This was taken from an endometriotic cyst (ovary containing ectopic endometrial glands and stroma). Endometriosis is histologically apparent when there are endometrial glands and stroma on areas outside the uterine endometrium. These can spread to proximal areas within the female genital tract up to unconventional distant areas. There are some theories explaining how one can find ectopic endometrial tissues outside the endometrium but that’s not the focus on this post.
I didn’t take a picture when I was grossing this specimen as endometriotic cysts were common. But if for reference, the ovary looked something like this.
Endometrial tissues implanted on parts where they aren’t supposed to be also react to hormonal stimulation. So if it’s that time of the month to bleed, these sites may bleed too. This explains the chocolate looking contents as these are blood pools with degenerated RBCs due to it being a chronic condition.
Taken at scanner view (40x magnification)

Clusters of endometrial glands surrounded by sheets of foamy and hemosiderin-laden macrophages. You would expect to see hemosiderin-laden macrophages on these cases as a staple finding because chronic bleeding. These type of macrophages recycle iron from broken down red blood cells and take up the brown pigments. The surrounding areas look necrotic because of how long the condition has deteriorated the lining and surrounding tissues from repeated hemorrhage.
Taken at low power view (100x magnification)

Taken at high power view (400x magnification)

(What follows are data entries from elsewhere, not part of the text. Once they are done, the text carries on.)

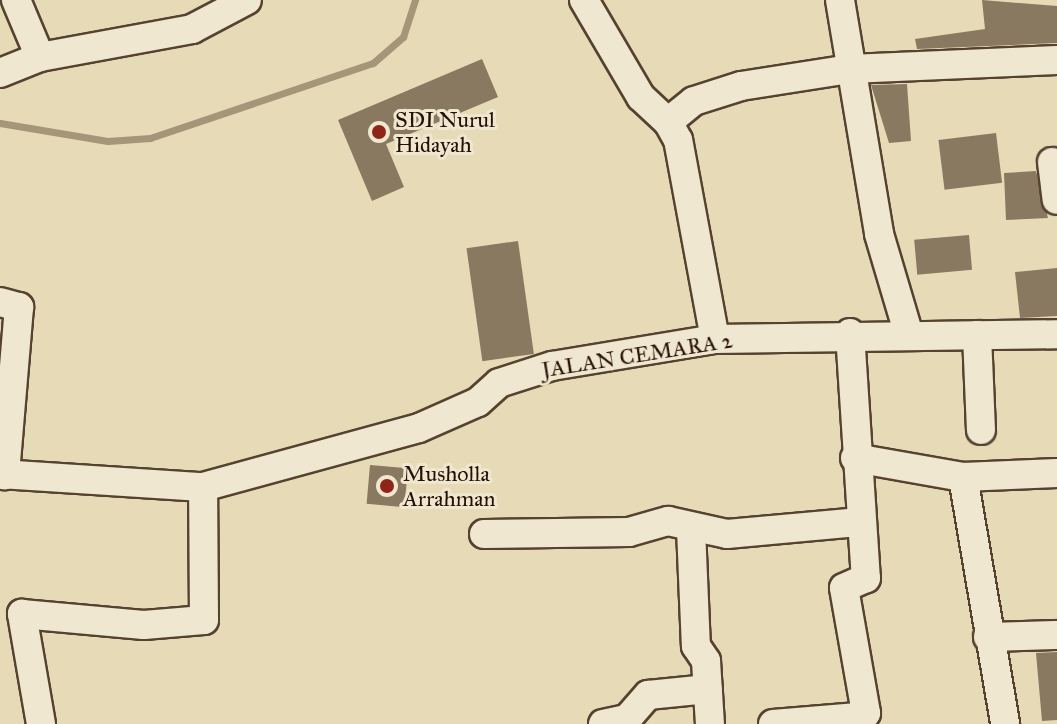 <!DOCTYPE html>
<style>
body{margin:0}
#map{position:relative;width:1057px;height:724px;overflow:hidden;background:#e7dab6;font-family:"IM FELL Great Primer",serif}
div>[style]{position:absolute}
.stream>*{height:7px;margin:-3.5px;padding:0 3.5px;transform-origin:3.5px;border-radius:3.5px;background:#a59579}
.building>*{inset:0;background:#8a7961;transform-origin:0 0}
.roads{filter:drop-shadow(2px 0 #564230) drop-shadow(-2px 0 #564230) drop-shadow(0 2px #564230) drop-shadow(0 -2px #564230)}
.minor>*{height:28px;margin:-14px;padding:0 14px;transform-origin:14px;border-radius:14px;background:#efe7d0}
.dots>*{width:22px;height:22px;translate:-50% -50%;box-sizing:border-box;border:4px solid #efe7d0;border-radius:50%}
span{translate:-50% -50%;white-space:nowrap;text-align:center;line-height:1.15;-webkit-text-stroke:6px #efe7d0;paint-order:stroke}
.poi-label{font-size:22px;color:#261004}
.left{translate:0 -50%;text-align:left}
.street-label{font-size:22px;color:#261004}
</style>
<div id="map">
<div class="stream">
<div style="left:0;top:123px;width:109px;rotate:9.5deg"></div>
<div style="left:108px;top:141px;width:42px;rotate:-4.1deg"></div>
<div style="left:150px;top:138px;width:235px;rotate:-18.6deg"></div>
<div style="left:373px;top:63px;width:40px;rotate:-41deg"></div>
<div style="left:403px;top:37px;width:39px;rotate:-72deg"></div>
</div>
<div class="building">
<div style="clip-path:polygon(982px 0,1057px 6px,1057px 43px,917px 49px,915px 39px,985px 29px)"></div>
<div style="clip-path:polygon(482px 59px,498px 97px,386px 144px,404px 187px,372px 201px,338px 120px)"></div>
<div style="clip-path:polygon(907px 84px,911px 141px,889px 143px,871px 85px)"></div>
<div style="left:996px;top:133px;width:50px;height:58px;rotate:83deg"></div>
<div style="clip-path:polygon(1036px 171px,1048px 218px,1006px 220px,1004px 173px)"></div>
<div style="left:969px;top:235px;width:35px;height:55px;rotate:85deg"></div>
<div style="left:518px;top:241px;width:114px;height:52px;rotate:82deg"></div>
<div style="clip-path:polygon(1057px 268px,1057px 316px,1020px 318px,1015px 272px)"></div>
<div style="left:370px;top:465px;width:38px;height:39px;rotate:5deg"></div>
<div style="clip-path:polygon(1057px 652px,1057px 720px,1042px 721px,1036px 653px)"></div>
</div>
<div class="roads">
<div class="minor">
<div style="left:16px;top:0;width:62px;rotate:67.2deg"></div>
<div style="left:584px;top:0;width:113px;rotate:59.6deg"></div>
<div style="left:641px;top:97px;width:37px;rotate:43deg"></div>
<div style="left:840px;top:0;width:237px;rotate:80.5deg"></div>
<div style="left:879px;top:234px;width:102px;rotate:73.5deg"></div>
<div style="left:0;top:73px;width:43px;rotate:-21.8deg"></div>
<div style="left:40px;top:57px;width:155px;rotate:-10.4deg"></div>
<div style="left:192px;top:29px;width:62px;rotate:-27.8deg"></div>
<div style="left:1052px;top:162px;width:38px;rotate:83deg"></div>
<div style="left:0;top:302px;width:20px;rotate:15deg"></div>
<div style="left:19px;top:307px;width:169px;rotate:94.8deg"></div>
<div style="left:850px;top:333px;width:246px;rotate:86.3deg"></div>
<div style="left:866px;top:578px;width:24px;rotate:156deg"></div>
<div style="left:844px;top:588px;width:127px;rotate:80deg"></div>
<div style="left:866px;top:713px;width:13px;rotate:122deg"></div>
<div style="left:977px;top:335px;width:95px;rotate:87.6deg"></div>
<div style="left:715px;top:339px;width:202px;rotate:-100.5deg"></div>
<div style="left:678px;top:140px;width:21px;rotate:-119deg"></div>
<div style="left:668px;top:122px;width:33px;rotate:-39deg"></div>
<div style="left:694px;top:101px;width:49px;rotate:-17.7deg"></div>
<div style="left:741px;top:86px;width:110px;rotate:-8.9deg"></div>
<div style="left:850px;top:69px;width:207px;rotate:-2.5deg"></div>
<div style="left:855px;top:458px;width:110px;rotate:10deg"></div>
<div style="left:963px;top:477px;width:94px;rotate:-2.4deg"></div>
<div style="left:0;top:474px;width:203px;rotate:3.7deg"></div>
<div style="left:203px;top:487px;width:224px;rotate:-15.3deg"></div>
<div style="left:419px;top:428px;width:64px;rotate:-23.8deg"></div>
<div style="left:478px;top:402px;width:28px;rotate:-42deg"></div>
<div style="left:499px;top:383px;width:56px;rotate:-17.8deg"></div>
<div style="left:552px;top:366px;width:165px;rotate:-9.4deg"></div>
<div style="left:715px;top:339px;width:342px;rotate:-0.8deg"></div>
<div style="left:963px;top:477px;width:251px;rotate:80.3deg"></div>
<div style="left:691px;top:529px;width:117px;rotate:87.6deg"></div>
<div style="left:696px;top:646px;width:18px;rotate:56deg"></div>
<div style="left:706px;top:661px;width:63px;rotate:86.4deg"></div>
<div style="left:484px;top:534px;width:145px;rotate:-0.8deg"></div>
<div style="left:629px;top:532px;width:41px;rotate:-15.8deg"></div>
<div style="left:668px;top:521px;width:60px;rotate:12.4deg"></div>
<div style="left:727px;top:534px;width:134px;rotate:-5.2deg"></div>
<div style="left:988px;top:637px;width:69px;rotate:-1.7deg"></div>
<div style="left:41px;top:724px;width:112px;rotate:-99.8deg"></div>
<div style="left:22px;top:614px;width:122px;rotate:5.2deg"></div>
<div style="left:144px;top:625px;width:60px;rotate:-4.8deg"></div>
<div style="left:204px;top:620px;width:133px;rotate:-90.4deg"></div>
<div style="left:603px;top:724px;width:25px;rotate:-12deg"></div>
<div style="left:627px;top:719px;width:32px;rotate:-49deg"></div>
<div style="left:648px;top:695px;width:60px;rotate:-5.7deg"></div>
<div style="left:773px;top:724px;width:85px;rotate:-4.7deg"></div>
</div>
</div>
<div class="dots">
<div style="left:379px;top:132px;background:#8f2418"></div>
<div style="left:387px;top:486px;background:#8f2418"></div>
</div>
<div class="poi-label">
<span class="left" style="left:395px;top:132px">SDI Nurul<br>Hidayah</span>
<span class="left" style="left:403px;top:486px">Musholla<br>Arrahman</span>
</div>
<div class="street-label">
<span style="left:637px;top:355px;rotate:-9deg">JALAN CEMARA 2</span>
</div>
</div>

Seen as minute clusters of hyperchromatic to vesicular, round to ovoid nuclei with inconspicuous to prominent nucleoli and abundant eosinophilic cytoplasm.
This was an incidental finding and it happens rarely. It’s the first time I encountered such case. The impact of this diagnosis is how atypical endometriosis raises the risk of endometrioid ovarian carcinoma as it’s like a precursor lesion.
Sometimes endometriotic cysts don’t really have that classic textbook picture where you’ll see endometrial glands and stroma well preserved. If the patient has this condition for a long time, I’d usually see only sheets of hemosiderin-laden macrophages lining the cyst and several foci of hemorrhage. During this time, it can be called hemorrhagic cyst consistent with endometriotic cyst.
As a general rule, histologic diagnosis requires the element present under the microscope to support the diagnosis but some cases where there’s degeneration of the endometrial glands and stroma due to the conditions being chronic, it’s hard to demonstrate it on sections. But if one correlates it with the clinical condition, grossing, and microscopic findings, this usually makes it up.
If you made it this far reading, thank you for your time.